Supplied entries:
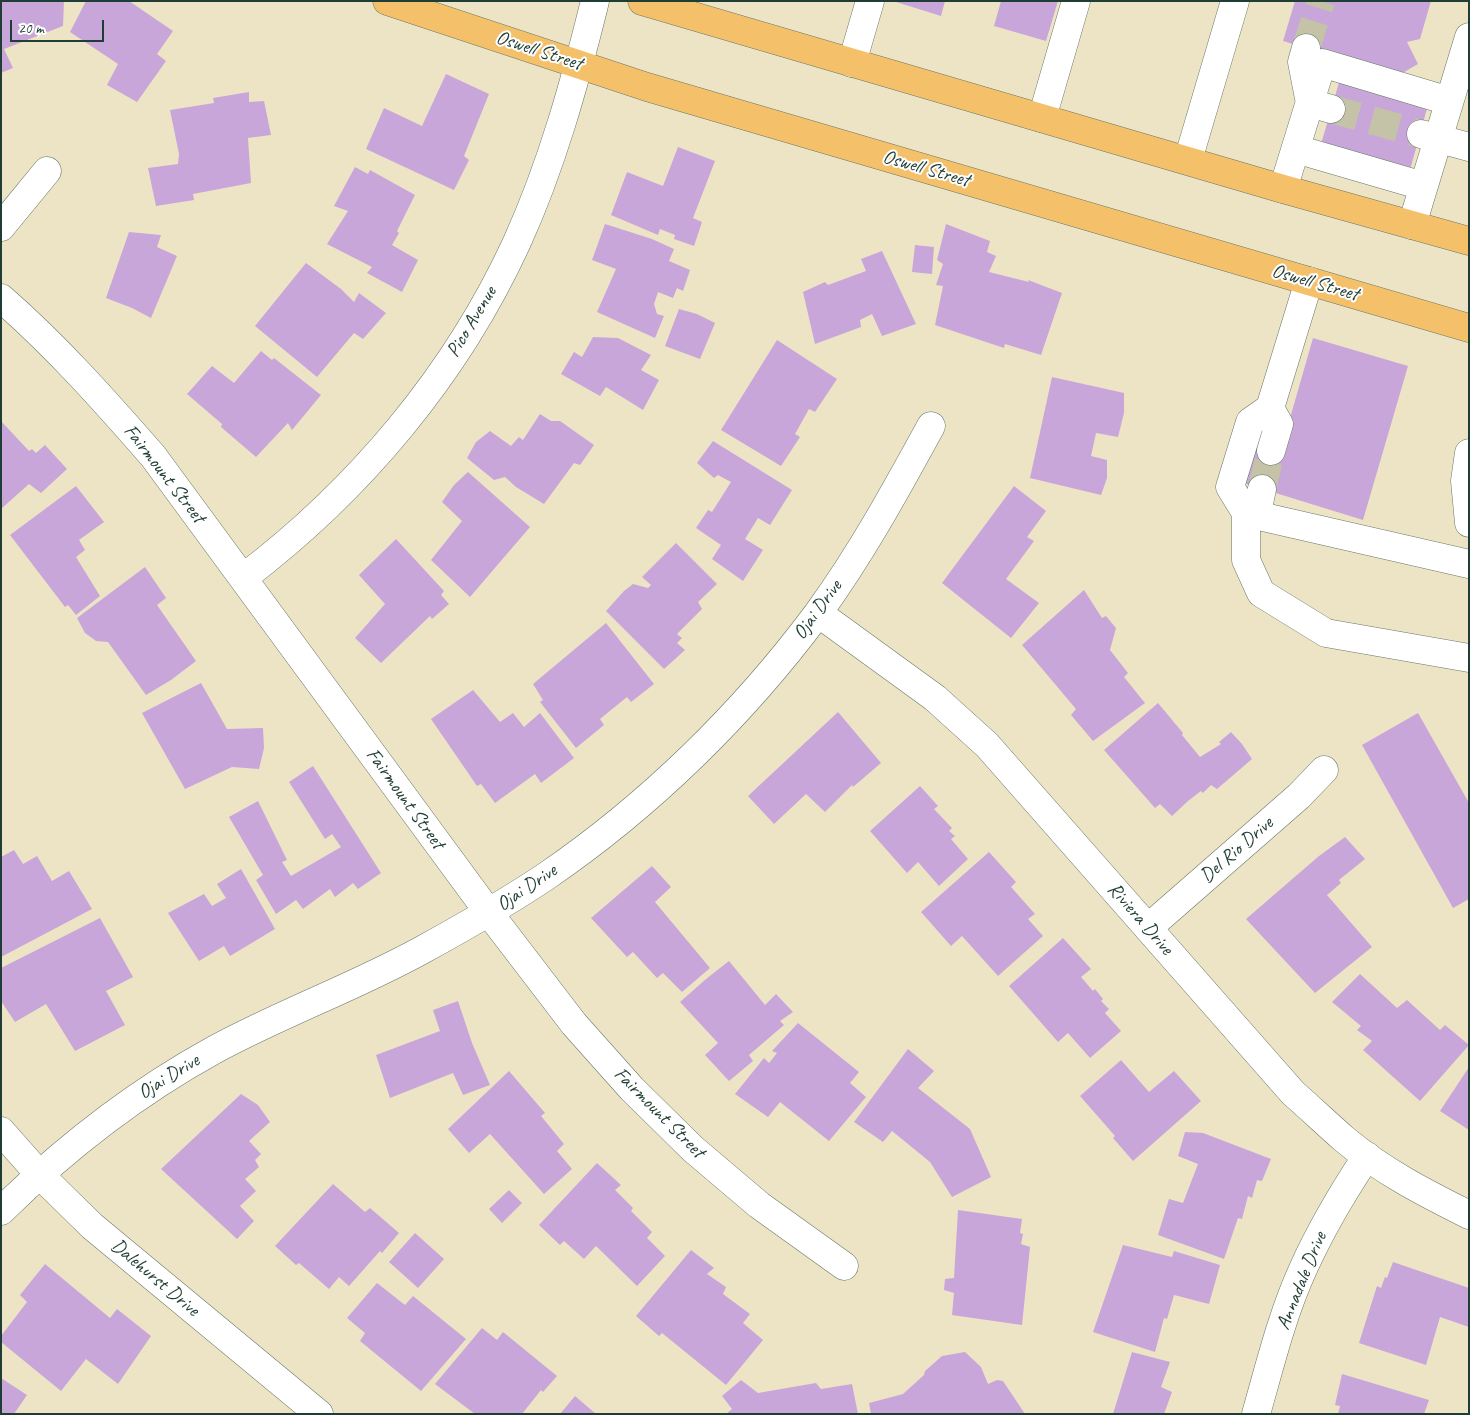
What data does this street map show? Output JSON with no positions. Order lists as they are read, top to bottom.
{
  "streets": {
    "main road": ["Oswell Street"],
    "street": [
      "Pico Avenue",
      "Fairmount Street",
      "Ojai Drive",
      "Del Rio Drive",
      "Riviera Drive",
      "Dalehurst Drive",
      "Annadale Drive"
    ]
  },
  "crossings": [
    ["Oswell Street", "Pico Avenue"],
    ["Pico Avenue", "Fairmount Street"],
    ["Fairmount Street", "Ojai Drive"],
    ["Ojai Drive", "Riviera Drive"],
    ["Ojai Drive", "Dalehurst Drive"],
    ["Del Rio Drive", "Riviera Drive"],
    ["Riviera Drive", "Annadale Drive"]
  ],
  "scale_bar": "20 m"
}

Your objective:
Keep every word of the material exactly as given. Drop the pictures.

Response to the task:
What data does this street map show? Output JSON with no positions. Order lists as they are read, top to bottom.
{
  "streets": {
    "main road": ["Oswell Street"],
    "street": [
      "Pico Avenue",
      "Fairmount Street",
      "Ojai Drive",
      "Del Rio Drive",
      "Riviera Drive",
      "Dalehurst Drive",
      "Annadale Drive"
    ]
  },
  "crossings": [
    ["Oswell Street", "Pico Avenue"],
    ["Pico Avenue", "Fairmount Street"],
    ["Fairmount Street", "Ojai Drive"],
    ["Ojai Drive", "Riviera Drive"],
    ["Ojai Drive", "Dalehurst Drive"],
    ["Del Rio Drive", "Riviera Drive"],
    ["Riviera Drive", "Annadale Drive"]
  ],
  "scale_bar": "20 m"
}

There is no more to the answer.